= Beginning of Section =

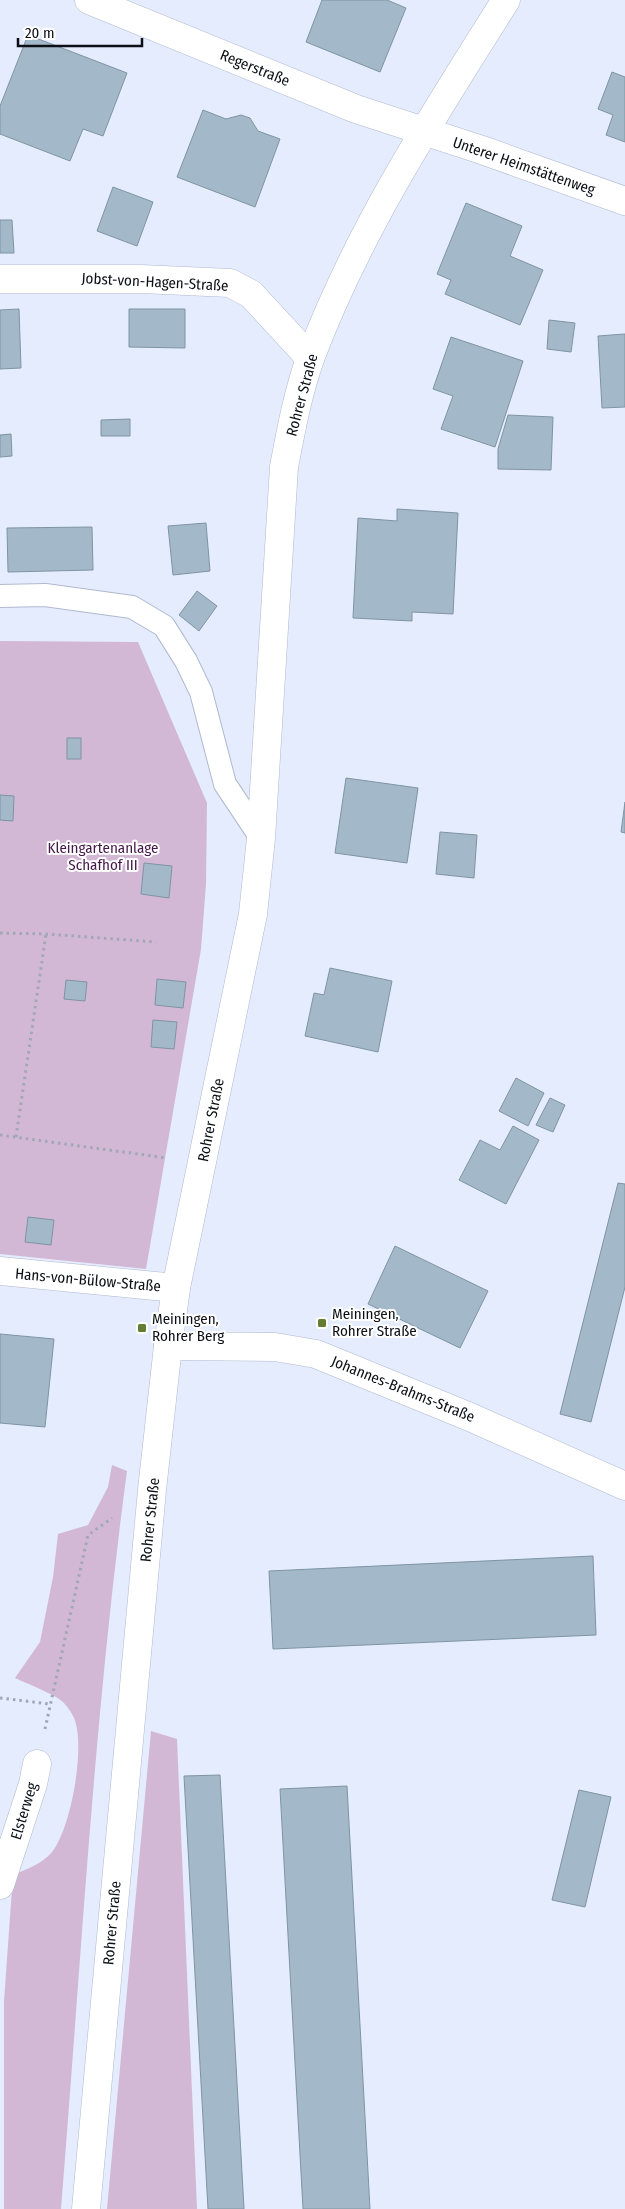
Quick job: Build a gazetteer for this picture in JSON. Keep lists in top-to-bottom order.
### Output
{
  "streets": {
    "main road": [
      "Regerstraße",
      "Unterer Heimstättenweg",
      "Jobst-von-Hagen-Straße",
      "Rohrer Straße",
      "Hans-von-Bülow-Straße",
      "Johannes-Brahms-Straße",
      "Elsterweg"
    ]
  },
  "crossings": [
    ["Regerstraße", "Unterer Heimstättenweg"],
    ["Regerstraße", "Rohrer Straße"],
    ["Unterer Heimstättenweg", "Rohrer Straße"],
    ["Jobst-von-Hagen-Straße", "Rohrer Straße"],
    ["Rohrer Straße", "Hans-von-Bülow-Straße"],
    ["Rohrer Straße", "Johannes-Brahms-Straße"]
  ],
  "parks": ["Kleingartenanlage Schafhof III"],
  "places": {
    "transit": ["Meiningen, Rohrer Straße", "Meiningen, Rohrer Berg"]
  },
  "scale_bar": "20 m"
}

= End of Section =

**Exercise details:**
Drop the images; return the entries above exactly as they appear.

**Exercise output:**
Quick job: Build a gazetteer for this picture in JSON. Keep lists in top-to-bottom order.
### Output
{
  "streets": {
    "main road": [
      "Regerstraße",
      "Unterer Heimstättenweg",
      "Jobst-von-Hagen-Straße",
      "Rohrer Straße",
      "Hans-von-Bülow-Straße",
      "Johannes-Brahms-Straße",
      "Elsterweg"
    ]
  },
  "crossings": [
    ["Regerstraße", "Unterer Heimstättenweg"],
    ["Regerstraße", "Rohrer Straße"],
    ["Unterer Heimstättenweg", "Rohrer Straße"],
    ["Jobst-von-Hagen-Straße", "Rohrer Straße"],
    ["Rohrer Straße", "Hans-von-Bülow-Straße"],
    ["Rohrer Straße", "Johannes-Brahms-Straße"]
  ],
  "parks": ["Kleingartenanlage Schafhof III"],
  "places": {
    "transit": ["Meiningen, Rohrer Straße", "Meiningen, Rohrer Berg"]
  },
  "scale_bar": "20 m"
}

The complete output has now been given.